## Work to be completed
Where the records hold the string "function", show the whole line it sits on.

## Supplied material
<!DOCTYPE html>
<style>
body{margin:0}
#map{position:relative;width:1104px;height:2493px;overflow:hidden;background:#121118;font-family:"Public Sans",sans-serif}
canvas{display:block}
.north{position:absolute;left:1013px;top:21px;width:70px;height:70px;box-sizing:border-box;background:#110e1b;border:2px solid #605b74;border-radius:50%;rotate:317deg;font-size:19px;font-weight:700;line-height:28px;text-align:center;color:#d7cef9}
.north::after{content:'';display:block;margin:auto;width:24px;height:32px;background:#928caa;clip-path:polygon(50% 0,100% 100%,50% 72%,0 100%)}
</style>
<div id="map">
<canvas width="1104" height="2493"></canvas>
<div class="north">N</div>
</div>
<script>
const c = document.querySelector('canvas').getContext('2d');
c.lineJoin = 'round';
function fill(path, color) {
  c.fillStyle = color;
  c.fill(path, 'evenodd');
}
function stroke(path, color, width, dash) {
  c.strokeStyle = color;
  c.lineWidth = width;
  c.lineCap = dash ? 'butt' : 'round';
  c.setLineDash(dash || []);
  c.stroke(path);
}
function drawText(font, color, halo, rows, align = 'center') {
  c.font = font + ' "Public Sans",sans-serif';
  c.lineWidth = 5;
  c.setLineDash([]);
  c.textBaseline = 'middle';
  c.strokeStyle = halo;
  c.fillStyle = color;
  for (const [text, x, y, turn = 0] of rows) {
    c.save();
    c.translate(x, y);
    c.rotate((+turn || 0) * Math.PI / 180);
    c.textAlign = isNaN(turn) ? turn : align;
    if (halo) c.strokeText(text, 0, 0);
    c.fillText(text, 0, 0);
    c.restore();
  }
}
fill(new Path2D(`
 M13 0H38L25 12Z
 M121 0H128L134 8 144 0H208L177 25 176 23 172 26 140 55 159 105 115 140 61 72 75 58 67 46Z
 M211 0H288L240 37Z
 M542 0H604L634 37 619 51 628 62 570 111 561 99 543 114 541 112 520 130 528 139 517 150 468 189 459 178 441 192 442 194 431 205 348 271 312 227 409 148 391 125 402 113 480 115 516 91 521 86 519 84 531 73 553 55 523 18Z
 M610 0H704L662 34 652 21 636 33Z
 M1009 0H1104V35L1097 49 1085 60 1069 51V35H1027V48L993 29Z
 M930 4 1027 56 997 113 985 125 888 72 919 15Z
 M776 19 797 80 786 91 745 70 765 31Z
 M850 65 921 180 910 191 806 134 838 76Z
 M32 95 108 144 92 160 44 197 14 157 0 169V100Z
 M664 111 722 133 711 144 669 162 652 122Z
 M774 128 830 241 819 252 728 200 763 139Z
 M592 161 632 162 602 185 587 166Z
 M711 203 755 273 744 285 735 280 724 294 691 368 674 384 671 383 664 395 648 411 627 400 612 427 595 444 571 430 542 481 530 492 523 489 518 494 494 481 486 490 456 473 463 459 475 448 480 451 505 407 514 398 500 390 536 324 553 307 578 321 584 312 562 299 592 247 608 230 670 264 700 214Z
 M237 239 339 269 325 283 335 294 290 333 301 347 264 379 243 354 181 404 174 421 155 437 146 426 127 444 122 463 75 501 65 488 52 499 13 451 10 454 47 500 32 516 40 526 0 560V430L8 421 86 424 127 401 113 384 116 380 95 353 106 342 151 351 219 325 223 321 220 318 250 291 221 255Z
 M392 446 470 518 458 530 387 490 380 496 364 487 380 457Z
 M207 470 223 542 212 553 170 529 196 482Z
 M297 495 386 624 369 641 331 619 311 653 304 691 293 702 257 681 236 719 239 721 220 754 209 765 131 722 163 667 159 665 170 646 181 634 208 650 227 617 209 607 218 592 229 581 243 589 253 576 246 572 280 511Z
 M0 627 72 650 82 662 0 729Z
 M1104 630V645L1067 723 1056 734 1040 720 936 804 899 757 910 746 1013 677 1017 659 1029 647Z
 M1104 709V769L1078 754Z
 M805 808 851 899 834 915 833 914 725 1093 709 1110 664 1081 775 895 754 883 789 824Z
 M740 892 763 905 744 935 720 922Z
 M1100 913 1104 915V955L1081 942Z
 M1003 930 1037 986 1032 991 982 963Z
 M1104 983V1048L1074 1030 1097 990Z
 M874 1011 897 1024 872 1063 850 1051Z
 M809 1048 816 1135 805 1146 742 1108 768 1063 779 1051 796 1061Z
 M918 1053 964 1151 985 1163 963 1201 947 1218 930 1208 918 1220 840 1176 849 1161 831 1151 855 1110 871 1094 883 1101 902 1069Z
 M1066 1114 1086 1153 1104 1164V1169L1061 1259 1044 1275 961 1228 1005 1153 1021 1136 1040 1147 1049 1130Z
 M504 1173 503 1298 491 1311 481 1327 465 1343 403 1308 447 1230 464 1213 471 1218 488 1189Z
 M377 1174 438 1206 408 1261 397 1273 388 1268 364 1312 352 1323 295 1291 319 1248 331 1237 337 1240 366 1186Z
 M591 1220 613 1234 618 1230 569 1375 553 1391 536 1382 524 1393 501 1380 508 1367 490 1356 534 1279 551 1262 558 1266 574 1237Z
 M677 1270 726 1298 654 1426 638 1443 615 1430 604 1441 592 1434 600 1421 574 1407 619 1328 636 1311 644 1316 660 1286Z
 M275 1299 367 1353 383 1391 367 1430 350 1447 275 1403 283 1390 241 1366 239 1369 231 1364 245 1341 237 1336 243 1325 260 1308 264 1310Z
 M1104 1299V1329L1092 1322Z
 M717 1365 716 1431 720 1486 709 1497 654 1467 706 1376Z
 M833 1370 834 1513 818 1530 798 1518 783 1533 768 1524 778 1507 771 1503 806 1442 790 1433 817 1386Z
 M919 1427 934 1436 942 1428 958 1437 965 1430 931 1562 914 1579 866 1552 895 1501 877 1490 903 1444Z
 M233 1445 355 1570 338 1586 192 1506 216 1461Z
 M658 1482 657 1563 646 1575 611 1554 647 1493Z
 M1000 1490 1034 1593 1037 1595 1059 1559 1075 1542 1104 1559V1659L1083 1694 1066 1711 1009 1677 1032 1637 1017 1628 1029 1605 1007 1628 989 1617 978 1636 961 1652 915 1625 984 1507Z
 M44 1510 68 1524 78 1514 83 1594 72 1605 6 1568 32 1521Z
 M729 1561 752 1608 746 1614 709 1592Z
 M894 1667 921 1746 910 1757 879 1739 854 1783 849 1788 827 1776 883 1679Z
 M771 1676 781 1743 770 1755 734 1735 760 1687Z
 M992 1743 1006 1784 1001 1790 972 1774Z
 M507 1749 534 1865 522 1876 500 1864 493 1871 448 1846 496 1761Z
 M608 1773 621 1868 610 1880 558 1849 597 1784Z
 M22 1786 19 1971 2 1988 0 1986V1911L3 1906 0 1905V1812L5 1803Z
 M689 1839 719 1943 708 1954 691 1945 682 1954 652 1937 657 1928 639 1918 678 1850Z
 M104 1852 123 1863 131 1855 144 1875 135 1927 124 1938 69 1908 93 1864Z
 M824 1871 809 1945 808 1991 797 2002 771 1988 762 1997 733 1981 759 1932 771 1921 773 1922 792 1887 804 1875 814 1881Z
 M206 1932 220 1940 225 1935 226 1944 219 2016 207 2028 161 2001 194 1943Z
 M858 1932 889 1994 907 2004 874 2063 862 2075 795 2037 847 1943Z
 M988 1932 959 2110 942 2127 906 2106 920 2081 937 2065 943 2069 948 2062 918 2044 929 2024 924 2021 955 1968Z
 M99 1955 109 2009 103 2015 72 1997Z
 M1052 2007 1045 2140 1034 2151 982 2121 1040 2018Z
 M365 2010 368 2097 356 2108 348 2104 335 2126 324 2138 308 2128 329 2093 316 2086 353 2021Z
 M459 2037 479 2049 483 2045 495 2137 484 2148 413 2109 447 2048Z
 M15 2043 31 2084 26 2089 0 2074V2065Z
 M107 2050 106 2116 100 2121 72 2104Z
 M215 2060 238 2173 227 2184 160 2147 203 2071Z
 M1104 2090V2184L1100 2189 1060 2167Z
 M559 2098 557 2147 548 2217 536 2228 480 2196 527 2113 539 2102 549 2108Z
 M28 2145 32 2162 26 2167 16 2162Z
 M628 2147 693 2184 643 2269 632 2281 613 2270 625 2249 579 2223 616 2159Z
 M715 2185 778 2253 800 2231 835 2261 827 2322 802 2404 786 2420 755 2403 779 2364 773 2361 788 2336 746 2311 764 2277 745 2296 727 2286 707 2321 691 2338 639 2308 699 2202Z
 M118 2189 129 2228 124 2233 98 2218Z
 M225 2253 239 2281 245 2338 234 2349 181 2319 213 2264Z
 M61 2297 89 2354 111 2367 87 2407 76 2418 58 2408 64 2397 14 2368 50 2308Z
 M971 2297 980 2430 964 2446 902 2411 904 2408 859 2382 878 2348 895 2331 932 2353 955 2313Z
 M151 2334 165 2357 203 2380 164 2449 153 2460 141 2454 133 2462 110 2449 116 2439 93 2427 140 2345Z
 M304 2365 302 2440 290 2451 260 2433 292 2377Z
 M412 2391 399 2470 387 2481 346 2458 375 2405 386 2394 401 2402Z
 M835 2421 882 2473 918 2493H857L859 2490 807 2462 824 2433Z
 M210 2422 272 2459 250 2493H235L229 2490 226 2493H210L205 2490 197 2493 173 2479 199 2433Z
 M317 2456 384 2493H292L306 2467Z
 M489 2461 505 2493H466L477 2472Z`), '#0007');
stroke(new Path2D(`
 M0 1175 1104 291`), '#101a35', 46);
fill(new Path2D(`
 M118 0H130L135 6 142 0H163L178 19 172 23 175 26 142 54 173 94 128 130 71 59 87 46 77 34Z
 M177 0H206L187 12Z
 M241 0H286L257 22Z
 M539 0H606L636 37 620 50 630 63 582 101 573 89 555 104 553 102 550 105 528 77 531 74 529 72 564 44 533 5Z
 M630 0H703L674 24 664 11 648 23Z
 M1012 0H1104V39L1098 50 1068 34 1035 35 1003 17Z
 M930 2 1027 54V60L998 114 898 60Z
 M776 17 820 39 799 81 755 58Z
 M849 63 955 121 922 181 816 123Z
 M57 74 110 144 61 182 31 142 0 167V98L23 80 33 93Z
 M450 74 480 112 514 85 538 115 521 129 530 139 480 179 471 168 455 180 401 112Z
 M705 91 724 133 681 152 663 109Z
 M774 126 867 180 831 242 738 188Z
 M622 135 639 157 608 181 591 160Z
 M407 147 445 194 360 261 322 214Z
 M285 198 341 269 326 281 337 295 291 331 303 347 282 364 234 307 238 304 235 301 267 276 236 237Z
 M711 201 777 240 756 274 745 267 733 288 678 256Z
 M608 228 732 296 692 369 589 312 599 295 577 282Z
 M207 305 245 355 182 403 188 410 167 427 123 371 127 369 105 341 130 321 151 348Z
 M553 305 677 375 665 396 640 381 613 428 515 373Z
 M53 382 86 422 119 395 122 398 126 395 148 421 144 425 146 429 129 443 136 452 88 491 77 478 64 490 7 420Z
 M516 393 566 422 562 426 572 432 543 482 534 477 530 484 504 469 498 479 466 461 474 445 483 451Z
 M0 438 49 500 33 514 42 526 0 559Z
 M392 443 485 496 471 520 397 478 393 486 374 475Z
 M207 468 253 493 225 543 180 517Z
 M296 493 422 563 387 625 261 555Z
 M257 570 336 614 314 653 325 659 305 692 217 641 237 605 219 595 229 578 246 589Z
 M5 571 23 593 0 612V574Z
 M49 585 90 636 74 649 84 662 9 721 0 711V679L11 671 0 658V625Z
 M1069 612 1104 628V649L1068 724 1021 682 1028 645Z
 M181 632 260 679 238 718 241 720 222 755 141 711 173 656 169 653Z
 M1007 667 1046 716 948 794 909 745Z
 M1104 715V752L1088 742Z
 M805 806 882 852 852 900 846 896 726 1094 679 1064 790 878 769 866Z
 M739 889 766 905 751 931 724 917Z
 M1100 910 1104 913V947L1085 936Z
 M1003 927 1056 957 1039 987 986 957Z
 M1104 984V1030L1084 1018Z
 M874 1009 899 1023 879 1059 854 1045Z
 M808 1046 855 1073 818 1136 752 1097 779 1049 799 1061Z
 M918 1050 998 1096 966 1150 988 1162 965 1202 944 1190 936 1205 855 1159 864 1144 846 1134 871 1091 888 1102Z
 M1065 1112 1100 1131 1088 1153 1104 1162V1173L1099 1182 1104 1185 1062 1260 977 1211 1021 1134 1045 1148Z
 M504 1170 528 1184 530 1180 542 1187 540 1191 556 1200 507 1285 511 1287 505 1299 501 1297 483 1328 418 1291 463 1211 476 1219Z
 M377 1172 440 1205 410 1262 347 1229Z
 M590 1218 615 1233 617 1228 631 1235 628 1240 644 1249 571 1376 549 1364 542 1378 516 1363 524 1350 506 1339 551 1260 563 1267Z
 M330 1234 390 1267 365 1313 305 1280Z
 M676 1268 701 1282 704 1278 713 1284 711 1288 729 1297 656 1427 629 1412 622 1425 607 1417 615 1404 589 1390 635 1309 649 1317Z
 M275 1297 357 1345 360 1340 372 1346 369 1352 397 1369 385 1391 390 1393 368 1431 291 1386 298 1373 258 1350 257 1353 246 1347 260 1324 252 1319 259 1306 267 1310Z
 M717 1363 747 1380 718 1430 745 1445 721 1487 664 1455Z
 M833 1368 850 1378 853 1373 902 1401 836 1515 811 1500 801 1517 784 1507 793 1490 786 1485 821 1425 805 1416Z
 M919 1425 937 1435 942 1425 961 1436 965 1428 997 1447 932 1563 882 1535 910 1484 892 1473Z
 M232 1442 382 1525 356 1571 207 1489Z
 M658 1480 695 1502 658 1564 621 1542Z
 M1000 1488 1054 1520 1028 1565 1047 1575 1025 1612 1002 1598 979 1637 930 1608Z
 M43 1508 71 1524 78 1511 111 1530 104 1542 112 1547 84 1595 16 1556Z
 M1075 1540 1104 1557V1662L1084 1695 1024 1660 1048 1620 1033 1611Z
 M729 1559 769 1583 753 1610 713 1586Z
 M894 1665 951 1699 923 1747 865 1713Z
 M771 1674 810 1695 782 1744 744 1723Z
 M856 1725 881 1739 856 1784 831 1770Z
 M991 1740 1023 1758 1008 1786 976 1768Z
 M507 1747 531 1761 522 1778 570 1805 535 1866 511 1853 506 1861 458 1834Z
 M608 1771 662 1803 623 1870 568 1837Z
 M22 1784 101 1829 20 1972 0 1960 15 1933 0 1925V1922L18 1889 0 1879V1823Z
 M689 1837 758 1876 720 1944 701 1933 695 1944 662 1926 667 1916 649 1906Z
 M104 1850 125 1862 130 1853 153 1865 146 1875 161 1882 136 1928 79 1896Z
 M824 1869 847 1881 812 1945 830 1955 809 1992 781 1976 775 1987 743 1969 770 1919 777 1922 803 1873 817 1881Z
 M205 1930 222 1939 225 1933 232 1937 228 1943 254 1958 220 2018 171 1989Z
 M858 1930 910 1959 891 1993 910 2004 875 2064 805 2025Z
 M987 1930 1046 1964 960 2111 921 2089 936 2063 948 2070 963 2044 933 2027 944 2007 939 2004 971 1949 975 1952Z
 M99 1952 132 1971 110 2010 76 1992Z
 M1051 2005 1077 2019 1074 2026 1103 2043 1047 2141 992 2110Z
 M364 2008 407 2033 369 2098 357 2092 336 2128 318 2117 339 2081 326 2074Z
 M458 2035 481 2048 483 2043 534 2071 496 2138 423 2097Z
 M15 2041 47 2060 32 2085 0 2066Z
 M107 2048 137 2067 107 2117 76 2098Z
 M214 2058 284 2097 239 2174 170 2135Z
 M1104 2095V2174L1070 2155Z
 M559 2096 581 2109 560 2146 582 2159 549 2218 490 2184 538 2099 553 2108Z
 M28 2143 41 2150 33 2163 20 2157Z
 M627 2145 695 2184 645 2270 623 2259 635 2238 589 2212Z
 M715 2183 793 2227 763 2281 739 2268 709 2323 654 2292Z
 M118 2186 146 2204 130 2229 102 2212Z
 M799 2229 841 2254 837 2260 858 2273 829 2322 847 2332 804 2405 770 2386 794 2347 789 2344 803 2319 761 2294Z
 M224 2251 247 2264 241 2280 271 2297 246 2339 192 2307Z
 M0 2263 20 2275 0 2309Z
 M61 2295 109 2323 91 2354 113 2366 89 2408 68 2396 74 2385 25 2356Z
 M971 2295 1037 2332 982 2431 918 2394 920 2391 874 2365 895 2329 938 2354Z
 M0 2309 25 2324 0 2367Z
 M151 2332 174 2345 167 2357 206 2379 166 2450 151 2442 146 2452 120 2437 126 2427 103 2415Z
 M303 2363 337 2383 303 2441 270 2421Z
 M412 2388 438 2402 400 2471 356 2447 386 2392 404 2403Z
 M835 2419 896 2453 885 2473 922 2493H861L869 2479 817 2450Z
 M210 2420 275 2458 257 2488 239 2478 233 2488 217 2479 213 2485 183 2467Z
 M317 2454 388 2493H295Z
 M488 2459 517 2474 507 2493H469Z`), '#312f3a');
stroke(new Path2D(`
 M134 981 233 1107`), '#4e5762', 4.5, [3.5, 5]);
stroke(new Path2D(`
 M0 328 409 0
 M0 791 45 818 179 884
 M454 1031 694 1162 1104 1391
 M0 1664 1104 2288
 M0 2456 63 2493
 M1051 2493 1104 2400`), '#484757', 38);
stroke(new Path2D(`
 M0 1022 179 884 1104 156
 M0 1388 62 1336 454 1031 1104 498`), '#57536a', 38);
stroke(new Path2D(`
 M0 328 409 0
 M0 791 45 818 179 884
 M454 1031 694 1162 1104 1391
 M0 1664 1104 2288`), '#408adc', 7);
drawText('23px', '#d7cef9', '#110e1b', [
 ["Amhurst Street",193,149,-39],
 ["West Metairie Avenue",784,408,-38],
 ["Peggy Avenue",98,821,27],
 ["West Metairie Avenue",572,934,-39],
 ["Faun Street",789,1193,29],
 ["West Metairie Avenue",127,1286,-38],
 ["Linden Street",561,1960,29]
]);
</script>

## Task response
function fill(path, color) {
function stroke(path, color, width, dash) {
function drawText(font, color, halo, rows, align = 'center') {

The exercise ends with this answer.